En efecto, hubo negros en México. Incluso en algunos periodos su presencia, al menos en la ciudad de México, superó con creces a la población europea. Llegaron junto con los españoles, en calidad de esclavos o criados. Fueron traídos de Guinea, Congo, Angola o de Sevilla. Los españoles fomentaron con éxito las diferencias y rencillas entre negros e indios para evitar una alianza que potencialmente llevara a una revuelta.
Efectivamente, al concluir la Conquista, los indios fueron separados de los españoles en parte para evitar que se contaminaran de los vicios de los europeos, pero también por temor a una rebelión. Debían vivir en sus pueblos a las afueras de la ciudad. Por su parte, los negros tenían prohibido vivir en los pueblos de indios, así que lo hacían en las casas de los españoles.

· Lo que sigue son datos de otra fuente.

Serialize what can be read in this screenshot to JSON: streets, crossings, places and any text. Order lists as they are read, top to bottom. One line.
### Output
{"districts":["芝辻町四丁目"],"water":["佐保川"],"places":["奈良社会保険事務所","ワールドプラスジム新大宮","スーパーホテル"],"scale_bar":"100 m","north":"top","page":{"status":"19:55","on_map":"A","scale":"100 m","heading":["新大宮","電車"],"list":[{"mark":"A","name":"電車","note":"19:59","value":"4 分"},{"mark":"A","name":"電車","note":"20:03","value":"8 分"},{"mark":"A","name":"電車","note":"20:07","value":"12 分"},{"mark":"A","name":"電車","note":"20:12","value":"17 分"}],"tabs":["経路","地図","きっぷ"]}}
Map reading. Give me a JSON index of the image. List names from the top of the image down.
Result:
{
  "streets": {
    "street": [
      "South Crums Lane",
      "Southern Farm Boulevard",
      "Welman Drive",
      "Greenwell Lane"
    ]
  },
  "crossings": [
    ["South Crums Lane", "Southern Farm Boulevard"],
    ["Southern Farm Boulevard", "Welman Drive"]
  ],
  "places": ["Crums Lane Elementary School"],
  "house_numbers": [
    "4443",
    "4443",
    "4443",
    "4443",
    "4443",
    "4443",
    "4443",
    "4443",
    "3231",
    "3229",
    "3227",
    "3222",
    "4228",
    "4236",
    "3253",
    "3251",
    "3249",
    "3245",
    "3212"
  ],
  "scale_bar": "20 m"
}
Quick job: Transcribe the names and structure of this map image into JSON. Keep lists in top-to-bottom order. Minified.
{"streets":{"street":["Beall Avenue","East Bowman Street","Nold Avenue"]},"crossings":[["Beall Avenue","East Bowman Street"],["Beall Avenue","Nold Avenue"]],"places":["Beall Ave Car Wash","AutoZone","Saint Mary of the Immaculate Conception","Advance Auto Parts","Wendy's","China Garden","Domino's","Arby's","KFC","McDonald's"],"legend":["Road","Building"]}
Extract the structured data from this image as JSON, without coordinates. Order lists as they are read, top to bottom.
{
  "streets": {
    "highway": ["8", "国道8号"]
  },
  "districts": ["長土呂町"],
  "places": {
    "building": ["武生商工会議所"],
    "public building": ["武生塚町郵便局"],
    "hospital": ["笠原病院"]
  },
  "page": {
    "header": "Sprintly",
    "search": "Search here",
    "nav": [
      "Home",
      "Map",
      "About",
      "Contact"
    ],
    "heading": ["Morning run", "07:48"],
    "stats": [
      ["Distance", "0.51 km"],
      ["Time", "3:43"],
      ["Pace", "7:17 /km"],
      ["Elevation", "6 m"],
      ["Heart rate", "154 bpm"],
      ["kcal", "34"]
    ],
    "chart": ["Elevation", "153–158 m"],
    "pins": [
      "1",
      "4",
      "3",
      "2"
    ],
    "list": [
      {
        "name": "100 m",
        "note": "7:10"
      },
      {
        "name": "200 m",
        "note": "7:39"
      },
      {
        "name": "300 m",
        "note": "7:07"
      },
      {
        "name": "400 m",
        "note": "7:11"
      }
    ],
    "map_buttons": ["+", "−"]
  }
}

Los hombres eran cocheros, criados, mayorales; las mujeres negras, nanas, nodrizas, cocineras, parteras o lavanderas.
La esclavitud en el mundo existe desde tiempos muy remotos y, lo sabemos, es un sistema cuyos planteamientos son, a nuestros ojos, injustificables (aun a pesar de que hoy siga existiendo “clandestinamente”). Lo que pocos conocen son las condiciones en las que el fenómeno de la esclavitud se desarrolló en nuestro país, condiciones que fueron muy distintas a las que padecieron los descendientes de africanos en Estados Unidos. Por ejemplo, los latigazos y golpes a los esclavos estaban permitidos, pero también estaba autorizado golpear a la esposa o hijos para corregir sus faltas, es decir, los golpes eran frecuentes en el mundo novohispano, sin ser exclusivos de la interacción con los esclavos. Pese a los casos de maltrato y sevicia por parte de amos crueles, el esclavo era, a fin de cuentas, una “inversión” bastante costosa que era preferible cuidar, un “bien” que podía comprarse, venderse, incluso alquilarse, aunque la ley prohibía separar a los cónyuges o a las madres de sus hijos pequeños.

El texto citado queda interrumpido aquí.